Look through the entries below and report every line that has "linecap".

++++ Data to process ++++

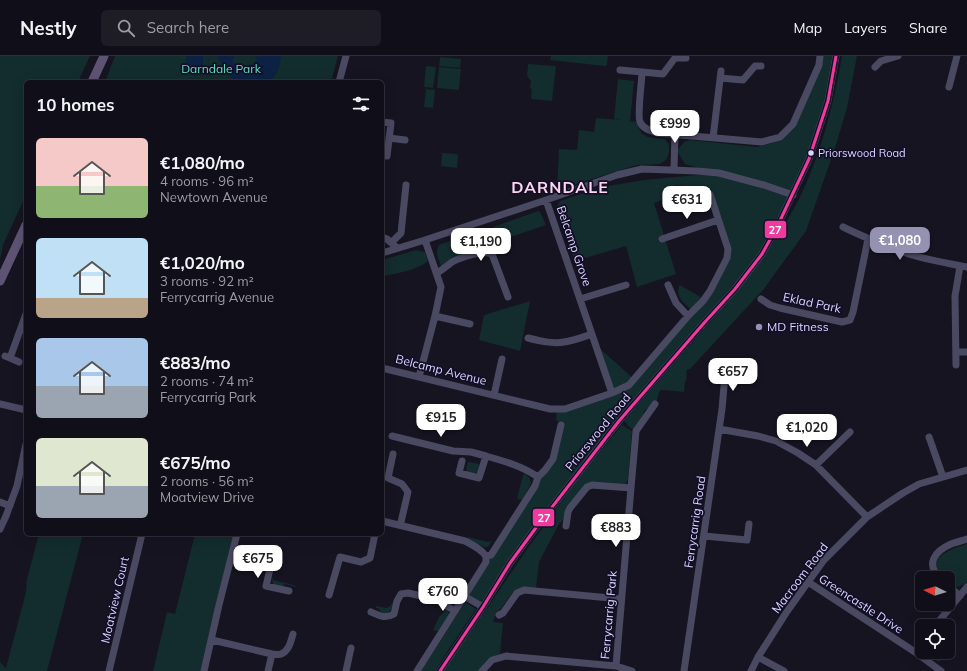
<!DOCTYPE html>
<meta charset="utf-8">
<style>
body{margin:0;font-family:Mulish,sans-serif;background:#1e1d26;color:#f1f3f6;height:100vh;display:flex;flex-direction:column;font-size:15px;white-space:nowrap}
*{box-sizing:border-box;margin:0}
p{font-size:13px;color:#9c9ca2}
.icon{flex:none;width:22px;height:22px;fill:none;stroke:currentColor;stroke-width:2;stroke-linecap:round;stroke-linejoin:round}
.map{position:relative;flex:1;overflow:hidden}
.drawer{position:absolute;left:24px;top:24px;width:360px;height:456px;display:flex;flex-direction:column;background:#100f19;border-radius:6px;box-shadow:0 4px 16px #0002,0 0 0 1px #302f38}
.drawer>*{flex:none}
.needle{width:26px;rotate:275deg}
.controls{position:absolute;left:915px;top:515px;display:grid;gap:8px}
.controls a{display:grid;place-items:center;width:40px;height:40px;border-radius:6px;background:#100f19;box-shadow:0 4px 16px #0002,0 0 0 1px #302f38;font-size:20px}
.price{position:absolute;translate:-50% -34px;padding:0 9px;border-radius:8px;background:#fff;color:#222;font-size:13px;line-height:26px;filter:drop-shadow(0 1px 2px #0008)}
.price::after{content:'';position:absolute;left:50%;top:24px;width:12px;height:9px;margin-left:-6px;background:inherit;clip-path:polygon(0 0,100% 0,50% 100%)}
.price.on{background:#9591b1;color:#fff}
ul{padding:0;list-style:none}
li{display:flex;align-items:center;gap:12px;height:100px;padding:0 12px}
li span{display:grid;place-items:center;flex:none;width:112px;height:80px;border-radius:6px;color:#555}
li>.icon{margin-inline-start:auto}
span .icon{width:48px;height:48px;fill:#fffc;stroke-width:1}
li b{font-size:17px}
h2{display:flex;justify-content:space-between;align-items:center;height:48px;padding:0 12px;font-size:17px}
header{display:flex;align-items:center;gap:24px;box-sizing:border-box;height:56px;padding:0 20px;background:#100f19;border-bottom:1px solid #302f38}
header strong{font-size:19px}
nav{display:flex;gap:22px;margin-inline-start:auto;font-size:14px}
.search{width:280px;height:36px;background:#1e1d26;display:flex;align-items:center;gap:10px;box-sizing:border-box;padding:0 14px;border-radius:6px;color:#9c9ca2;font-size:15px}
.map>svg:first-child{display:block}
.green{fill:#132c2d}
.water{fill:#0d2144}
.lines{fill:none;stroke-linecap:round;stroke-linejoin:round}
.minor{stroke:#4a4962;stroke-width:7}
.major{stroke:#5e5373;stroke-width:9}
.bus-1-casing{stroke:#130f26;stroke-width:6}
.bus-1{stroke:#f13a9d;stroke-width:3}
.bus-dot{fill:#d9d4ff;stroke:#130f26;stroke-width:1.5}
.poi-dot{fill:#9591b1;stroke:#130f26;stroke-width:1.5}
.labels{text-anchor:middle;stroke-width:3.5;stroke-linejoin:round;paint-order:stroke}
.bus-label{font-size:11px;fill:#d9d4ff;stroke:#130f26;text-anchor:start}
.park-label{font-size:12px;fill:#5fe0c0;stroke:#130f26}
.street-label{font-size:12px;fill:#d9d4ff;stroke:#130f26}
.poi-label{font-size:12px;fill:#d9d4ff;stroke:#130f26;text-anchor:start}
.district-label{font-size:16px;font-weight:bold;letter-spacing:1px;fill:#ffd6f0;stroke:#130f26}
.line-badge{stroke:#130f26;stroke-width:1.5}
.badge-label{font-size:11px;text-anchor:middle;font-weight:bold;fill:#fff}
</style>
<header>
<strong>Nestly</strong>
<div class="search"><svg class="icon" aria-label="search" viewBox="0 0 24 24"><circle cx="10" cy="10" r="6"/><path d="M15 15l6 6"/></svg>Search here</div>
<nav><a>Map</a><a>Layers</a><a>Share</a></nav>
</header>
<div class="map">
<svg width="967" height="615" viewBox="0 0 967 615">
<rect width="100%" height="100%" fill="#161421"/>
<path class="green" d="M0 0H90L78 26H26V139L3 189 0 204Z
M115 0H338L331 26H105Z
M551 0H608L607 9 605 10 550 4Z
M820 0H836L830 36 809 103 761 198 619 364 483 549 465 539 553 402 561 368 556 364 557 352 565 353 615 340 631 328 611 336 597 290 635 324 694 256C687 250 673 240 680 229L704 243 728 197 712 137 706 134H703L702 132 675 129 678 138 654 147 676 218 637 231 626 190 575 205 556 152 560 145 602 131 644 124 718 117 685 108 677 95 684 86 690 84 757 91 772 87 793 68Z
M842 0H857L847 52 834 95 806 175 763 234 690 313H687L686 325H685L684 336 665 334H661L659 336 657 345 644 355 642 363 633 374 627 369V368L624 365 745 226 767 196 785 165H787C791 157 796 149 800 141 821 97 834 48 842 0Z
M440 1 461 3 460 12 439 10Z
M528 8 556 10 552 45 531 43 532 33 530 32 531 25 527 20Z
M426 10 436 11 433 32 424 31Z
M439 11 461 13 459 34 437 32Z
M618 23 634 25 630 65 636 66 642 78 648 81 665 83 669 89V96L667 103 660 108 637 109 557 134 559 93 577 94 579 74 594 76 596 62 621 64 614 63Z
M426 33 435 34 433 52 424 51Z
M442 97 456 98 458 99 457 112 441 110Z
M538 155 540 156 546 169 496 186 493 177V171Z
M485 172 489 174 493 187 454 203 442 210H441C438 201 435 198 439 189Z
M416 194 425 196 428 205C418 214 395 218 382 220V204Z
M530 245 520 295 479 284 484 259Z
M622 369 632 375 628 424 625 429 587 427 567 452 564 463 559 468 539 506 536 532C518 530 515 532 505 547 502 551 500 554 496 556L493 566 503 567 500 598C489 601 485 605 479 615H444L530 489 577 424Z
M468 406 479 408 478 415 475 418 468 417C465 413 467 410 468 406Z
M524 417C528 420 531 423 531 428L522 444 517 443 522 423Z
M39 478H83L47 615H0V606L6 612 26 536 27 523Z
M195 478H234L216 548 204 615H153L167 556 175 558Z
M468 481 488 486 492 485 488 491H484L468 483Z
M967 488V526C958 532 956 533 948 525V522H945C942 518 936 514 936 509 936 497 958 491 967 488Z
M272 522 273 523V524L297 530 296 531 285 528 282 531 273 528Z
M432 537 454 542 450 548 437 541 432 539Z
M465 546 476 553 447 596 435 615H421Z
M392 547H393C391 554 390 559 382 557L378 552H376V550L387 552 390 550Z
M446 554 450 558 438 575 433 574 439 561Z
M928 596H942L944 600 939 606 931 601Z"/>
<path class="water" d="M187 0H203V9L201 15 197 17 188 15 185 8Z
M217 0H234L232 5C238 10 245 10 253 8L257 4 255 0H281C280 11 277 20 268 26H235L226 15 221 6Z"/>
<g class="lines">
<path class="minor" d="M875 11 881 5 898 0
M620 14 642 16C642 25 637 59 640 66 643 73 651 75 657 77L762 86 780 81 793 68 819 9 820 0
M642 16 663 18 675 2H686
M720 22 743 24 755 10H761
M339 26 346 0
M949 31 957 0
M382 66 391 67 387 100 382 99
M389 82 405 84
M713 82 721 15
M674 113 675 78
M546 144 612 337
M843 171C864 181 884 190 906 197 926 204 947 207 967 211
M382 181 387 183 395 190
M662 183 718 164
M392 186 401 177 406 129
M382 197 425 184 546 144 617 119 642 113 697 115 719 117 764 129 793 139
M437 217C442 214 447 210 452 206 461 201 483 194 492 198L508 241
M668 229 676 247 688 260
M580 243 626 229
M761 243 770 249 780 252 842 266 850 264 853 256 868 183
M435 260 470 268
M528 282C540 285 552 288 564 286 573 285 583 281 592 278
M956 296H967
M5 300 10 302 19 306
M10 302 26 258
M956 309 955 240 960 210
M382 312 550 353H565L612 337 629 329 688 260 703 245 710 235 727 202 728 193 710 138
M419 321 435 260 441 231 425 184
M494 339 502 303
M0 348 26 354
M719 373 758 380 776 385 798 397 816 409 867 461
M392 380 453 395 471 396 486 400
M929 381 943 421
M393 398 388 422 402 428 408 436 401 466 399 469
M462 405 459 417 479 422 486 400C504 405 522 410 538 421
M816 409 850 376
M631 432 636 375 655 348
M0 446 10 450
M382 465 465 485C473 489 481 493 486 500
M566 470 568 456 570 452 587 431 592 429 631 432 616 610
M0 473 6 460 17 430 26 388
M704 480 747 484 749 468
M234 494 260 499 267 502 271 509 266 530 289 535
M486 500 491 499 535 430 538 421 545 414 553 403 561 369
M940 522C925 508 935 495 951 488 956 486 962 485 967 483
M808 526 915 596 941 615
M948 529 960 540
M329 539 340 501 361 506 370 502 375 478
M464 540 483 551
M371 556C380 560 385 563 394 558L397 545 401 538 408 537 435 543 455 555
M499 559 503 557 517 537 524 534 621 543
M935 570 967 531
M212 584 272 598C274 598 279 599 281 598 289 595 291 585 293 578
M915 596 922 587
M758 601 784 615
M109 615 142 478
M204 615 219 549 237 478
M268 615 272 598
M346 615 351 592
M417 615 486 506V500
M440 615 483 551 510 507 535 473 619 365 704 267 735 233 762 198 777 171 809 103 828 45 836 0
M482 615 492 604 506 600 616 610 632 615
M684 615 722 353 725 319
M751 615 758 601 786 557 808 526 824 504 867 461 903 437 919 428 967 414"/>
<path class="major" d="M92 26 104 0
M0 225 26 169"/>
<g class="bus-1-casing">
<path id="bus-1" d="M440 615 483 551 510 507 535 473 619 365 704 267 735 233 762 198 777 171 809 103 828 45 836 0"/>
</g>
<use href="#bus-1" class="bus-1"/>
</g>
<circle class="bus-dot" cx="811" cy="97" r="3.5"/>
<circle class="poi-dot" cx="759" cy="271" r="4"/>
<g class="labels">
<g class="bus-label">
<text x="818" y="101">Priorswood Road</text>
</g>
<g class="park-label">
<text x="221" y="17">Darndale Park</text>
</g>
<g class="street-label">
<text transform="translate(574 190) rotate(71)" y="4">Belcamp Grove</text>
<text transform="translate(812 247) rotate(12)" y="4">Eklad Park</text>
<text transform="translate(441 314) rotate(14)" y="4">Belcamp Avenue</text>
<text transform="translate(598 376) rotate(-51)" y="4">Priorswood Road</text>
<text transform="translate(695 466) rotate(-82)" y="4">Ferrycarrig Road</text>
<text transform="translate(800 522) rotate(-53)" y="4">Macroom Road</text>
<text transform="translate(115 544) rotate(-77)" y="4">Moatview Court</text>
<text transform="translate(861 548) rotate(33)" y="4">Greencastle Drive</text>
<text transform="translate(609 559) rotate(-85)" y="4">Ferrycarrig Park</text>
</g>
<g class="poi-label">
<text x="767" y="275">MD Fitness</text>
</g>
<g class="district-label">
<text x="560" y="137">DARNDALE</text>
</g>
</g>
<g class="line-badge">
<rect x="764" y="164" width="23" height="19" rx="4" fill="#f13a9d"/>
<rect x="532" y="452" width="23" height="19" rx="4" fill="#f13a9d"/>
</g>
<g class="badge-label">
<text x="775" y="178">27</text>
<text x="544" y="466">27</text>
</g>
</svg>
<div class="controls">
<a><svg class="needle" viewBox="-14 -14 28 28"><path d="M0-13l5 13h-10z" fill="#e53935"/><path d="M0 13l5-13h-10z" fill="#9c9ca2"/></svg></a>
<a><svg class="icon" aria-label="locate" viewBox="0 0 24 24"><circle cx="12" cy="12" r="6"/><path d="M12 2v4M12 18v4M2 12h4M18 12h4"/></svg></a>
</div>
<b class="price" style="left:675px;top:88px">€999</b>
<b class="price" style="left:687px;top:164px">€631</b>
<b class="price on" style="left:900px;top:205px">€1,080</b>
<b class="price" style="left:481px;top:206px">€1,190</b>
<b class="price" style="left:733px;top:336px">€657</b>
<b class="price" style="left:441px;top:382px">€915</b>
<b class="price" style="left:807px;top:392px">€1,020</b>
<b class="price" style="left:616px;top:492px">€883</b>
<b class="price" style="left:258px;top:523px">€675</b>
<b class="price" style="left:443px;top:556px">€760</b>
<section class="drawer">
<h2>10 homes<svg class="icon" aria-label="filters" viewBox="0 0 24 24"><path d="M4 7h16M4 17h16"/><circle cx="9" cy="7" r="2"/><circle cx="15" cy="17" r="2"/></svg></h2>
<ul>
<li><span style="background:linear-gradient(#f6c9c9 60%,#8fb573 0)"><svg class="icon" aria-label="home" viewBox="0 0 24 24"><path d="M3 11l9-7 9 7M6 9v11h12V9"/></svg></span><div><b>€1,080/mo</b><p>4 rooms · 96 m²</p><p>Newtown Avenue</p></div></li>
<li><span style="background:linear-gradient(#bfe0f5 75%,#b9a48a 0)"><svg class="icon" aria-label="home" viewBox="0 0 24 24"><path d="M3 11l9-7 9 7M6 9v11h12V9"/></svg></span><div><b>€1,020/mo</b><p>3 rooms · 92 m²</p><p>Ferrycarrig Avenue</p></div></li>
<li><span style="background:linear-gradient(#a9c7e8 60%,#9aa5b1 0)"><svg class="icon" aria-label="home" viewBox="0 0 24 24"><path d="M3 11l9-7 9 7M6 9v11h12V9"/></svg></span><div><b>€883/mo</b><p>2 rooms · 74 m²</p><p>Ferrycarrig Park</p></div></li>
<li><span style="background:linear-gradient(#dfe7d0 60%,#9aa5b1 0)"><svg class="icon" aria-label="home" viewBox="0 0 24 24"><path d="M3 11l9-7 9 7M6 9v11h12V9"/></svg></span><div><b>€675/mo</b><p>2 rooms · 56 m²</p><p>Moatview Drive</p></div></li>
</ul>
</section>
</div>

++++

### Solved exercise
.icon{flex:none;width:22px;height:22px;fill:none;stroke:currentColor;stroke-width:2;stroke-linecap:round;stroke-linejoin:round}
.lines{fill:none;stroke-linecap:round;stroke-linejoin:round}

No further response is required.